Ma non tutti hanno capito la lezione Nonostante gli esiti esemplari della lista di Giuliano Ferrara (0,37%, ha preso di più Siegfried Brugger della Svp) più ancora di Famiglia Cristiana a scalpitare è stato appunto il Foglio. Ha scritto, due giorni dopo il voto, che aborto e legge 40 e testamento biologico «saranno tra i primi temi con cui il governo dovrà misurarsi». Il giorno dopo, pure, titolava: «Aborto e altro, l’agenda delle questioni vitali che il governo ha di fronte». Più che di un paio di interviste molto generiche a Eugenia Roccella, da allora, non si sono avute. Chiaro che Berlusconi abbia altro per la testa.
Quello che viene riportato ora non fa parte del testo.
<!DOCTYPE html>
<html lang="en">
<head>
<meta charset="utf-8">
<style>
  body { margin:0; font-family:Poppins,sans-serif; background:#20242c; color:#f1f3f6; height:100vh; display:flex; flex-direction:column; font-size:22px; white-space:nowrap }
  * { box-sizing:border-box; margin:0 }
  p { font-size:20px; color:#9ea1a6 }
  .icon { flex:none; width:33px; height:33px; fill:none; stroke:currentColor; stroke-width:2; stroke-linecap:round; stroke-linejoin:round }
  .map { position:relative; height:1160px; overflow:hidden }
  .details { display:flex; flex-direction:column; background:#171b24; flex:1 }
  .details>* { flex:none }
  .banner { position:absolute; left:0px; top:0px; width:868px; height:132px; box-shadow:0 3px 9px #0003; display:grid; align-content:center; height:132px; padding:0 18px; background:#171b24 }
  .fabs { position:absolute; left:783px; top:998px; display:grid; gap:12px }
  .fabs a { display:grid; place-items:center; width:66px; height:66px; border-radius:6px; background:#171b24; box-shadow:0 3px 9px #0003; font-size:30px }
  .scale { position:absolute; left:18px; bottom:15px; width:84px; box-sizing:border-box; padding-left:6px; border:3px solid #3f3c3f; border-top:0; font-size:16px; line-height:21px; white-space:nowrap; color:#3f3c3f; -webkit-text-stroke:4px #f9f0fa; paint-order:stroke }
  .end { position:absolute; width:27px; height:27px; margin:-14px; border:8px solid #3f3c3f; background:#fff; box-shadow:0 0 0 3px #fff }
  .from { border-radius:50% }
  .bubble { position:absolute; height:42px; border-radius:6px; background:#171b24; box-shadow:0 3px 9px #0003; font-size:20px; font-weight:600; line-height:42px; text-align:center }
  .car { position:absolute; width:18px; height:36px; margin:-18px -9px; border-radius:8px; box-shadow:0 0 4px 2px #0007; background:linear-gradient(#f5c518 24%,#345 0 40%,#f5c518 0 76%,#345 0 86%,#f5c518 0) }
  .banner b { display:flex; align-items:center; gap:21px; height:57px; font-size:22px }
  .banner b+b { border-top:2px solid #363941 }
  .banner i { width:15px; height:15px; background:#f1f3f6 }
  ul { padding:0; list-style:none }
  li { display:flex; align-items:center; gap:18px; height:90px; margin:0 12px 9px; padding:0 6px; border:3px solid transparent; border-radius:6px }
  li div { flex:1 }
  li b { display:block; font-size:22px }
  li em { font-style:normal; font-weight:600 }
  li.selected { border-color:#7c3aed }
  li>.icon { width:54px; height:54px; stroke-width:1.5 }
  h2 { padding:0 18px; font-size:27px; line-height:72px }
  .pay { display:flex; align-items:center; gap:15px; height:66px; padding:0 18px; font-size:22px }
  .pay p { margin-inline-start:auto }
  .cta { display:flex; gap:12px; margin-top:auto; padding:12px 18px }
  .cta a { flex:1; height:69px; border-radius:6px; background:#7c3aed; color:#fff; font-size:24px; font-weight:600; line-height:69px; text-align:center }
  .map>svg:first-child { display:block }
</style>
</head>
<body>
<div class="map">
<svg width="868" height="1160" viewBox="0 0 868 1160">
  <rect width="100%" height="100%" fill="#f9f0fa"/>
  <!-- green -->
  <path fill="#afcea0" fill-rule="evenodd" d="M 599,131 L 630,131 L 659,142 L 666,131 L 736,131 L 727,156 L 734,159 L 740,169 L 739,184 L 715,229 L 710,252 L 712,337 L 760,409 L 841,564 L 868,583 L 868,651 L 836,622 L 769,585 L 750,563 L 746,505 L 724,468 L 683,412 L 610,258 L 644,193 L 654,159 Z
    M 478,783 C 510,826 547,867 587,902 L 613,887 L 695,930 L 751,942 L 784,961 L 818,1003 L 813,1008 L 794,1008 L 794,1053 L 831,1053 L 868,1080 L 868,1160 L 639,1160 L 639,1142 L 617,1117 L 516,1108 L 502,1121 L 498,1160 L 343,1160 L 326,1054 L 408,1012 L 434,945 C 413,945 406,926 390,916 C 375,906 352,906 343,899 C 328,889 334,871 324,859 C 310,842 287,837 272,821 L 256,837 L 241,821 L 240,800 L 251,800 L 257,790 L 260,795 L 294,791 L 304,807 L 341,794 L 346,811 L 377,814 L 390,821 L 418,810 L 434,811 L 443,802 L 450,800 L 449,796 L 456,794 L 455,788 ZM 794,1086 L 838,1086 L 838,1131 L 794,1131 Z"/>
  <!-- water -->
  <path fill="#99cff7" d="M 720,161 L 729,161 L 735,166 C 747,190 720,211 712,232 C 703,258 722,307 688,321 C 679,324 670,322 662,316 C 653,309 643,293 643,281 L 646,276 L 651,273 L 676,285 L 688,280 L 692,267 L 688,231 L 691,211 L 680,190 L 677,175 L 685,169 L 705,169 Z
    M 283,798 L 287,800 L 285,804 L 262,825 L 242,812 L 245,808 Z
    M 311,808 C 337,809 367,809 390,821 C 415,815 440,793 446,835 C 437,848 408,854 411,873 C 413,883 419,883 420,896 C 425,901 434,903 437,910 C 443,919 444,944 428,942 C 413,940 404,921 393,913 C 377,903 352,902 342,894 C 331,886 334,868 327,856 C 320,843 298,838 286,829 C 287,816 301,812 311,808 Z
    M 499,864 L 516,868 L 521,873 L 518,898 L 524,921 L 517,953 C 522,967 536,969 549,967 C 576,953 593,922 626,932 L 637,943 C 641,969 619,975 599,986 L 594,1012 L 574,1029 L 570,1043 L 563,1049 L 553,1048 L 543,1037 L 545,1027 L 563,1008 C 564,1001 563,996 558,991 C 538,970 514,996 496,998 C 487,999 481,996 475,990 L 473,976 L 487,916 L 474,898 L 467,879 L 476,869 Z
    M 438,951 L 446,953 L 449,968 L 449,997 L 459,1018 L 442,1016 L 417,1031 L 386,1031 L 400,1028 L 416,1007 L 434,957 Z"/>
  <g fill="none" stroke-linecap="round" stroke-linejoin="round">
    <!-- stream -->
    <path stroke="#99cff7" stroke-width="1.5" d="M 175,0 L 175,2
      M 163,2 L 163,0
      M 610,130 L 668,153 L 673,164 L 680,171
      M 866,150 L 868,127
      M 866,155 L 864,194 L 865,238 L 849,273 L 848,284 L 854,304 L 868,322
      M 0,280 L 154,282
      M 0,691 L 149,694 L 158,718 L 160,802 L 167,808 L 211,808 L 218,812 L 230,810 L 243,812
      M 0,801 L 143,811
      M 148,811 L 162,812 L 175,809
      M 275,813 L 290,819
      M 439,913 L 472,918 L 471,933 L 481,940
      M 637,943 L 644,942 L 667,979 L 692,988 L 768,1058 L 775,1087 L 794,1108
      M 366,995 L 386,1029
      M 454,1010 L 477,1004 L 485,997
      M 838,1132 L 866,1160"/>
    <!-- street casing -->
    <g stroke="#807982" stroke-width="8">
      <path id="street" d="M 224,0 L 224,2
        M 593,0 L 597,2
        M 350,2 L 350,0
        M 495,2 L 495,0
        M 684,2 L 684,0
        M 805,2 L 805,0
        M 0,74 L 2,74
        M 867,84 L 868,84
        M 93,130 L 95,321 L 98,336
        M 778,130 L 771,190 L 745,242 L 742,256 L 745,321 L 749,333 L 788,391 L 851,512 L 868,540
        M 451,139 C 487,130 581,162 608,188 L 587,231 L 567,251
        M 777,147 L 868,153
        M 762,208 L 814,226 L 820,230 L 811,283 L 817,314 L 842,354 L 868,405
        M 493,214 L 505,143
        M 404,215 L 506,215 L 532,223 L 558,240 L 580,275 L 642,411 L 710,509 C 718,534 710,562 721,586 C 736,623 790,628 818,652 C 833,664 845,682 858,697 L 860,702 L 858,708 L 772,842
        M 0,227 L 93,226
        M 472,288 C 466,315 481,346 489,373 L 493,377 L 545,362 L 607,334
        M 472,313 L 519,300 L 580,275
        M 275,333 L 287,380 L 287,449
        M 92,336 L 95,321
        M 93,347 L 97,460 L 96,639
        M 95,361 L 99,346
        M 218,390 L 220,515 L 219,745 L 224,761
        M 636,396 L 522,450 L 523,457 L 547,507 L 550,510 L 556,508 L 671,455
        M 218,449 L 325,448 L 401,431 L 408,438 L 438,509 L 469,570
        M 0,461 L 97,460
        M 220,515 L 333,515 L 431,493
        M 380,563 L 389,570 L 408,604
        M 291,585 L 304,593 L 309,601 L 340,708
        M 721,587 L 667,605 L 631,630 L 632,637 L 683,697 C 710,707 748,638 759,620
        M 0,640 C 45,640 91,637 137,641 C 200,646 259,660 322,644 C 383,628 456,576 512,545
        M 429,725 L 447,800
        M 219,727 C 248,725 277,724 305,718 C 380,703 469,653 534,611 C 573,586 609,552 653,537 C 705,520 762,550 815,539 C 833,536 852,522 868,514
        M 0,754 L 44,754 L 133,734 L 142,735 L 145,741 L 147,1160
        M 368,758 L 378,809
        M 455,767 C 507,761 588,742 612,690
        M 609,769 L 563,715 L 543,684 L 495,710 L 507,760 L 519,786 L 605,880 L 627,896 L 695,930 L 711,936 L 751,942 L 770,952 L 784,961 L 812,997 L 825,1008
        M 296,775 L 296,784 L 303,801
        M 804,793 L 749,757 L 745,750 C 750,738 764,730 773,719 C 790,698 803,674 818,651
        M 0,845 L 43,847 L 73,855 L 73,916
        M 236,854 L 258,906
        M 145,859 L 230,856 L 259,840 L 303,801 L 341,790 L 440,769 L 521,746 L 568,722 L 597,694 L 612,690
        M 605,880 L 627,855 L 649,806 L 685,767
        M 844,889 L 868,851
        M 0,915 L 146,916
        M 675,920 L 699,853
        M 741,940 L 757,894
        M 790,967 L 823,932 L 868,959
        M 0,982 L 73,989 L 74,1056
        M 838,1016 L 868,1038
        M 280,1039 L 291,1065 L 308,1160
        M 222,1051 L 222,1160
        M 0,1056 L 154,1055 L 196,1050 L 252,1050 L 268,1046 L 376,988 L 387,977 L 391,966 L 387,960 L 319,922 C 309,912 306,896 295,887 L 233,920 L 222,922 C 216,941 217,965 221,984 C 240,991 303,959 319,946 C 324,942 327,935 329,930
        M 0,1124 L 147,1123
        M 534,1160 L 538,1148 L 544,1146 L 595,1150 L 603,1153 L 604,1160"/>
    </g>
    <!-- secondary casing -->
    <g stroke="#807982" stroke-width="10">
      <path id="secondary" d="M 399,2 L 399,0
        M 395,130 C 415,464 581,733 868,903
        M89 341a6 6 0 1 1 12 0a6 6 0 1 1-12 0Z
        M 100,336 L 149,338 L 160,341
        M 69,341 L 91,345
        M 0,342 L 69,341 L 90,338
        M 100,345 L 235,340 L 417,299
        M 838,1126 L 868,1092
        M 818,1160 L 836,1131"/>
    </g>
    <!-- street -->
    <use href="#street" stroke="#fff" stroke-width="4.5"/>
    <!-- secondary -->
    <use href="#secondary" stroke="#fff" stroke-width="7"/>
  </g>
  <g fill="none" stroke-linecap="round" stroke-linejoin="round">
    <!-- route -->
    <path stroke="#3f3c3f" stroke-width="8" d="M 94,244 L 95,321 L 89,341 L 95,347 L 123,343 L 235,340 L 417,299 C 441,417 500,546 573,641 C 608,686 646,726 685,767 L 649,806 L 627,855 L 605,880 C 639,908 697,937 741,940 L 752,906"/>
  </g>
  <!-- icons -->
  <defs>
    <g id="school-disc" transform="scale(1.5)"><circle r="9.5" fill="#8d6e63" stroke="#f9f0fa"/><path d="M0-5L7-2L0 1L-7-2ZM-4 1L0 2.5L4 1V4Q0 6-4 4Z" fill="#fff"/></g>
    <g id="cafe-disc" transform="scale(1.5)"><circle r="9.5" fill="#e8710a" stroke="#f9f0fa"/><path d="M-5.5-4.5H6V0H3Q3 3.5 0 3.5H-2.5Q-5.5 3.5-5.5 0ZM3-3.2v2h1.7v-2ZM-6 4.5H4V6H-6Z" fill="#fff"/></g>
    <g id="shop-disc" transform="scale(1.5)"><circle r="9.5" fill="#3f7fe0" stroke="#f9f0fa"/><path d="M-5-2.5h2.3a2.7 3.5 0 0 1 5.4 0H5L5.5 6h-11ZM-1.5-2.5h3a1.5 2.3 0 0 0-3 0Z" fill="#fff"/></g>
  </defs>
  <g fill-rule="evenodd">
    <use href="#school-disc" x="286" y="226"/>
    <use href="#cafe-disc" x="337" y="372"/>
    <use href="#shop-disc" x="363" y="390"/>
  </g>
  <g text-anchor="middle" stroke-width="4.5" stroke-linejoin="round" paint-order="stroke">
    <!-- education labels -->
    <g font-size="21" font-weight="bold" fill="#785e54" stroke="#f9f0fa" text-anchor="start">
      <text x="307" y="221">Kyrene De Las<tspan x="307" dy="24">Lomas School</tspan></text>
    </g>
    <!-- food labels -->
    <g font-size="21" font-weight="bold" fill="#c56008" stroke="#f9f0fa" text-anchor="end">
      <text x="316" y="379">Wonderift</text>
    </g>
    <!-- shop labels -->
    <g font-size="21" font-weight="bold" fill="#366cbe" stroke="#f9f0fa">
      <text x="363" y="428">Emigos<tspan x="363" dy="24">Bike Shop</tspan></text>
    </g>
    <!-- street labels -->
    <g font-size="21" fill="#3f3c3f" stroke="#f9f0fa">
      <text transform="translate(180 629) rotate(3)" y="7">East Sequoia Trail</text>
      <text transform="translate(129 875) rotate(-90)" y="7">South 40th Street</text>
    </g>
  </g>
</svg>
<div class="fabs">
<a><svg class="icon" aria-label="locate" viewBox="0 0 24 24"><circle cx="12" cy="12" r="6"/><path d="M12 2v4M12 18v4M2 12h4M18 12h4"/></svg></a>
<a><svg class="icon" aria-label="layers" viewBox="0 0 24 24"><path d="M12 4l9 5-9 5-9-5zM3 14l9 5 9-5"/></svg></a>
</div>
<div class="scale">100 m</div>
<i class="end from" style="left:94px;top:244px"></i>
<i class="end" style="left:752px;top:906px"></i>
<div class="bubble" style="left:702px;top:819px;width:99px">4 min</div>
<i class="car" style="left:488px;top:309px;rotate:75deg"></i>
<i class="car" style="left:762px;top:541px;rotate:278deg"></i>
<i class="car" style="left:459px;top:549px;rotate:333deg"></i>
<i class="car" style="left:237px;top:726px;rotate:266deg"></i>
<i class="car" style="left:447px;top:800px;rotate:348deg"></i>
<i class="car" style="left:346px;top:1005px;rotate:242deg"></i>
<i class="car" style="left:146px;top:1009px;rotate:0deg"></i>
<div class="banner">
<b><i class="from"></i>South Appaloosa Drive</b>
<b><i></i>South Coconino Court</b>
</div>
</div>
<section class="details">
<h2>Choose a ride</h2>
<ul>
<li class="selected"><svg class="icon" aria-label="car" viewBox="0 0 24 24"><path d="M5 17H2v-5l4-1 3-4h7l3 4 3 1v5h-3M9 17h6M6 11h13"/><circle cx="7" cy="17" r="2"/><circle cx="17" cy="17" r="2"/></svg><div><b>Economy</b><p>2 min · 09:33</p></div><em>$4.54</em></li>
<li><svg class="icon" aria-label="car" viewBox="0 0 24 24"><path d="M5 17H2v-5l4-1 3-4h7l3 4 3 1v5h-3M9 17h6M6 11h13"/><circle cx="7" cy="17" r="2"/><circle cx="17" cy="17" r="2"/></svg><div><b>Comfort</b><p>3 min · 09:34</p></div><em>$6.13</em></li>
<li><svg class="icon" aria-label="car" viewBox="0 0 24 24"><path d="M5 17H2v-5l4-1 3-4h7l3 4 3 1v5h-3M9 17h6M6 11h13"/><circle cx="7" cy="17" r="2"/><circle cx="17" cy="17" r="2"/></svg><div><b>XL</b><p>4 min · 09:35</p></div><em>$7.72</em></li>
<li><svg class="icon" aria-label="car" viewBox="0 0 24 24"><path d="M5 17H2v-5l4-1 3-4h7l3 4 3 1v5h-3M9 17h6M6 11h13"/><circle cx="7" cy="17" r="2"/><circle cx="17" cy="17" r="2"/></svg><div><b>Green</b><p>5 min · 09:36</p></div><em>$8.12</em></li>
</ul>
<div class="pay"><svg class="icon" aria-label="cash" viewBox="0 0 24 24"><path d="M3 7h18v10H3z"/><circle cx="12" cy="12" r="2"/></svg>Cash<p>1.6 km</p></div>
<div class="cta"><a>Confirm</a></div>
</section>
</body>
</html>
E’ per questo che si diceva, all’inizio, che questo paese riposa per lo più sulle iniziative dei singoli.

 

Da un lato, ossia, abbiamo Rocco Buttiglione secondo il quale «la grande maggioranza degli italiani dice che l’aborto è un omicidio» (falso) e secondo il quale, attenzione, «in tutta Europa c’è una rinascita cristiana che cammina, grandi movimenti che hanno un potenziale molto più grande del ‘68 e che hanno energie morali per rinnovare la nostra società». Questo da un lato. Dall’altro, in attesa del nuovo ‘68, c’è il misconosciuto deputato leghista Massimo Polledri che ha già presentato diverse mozioni di legge contro la fecondazione assistita e contro ogni ipotesi di eutanasia: e non se n’è accorto nessuno. Eppure, nel Parlamento italiano, l’avanguardia cattolica è uno come lui, un singolo. Un fiero e rispettabile singolo in un paese laico, mica Tarcisio Bertone.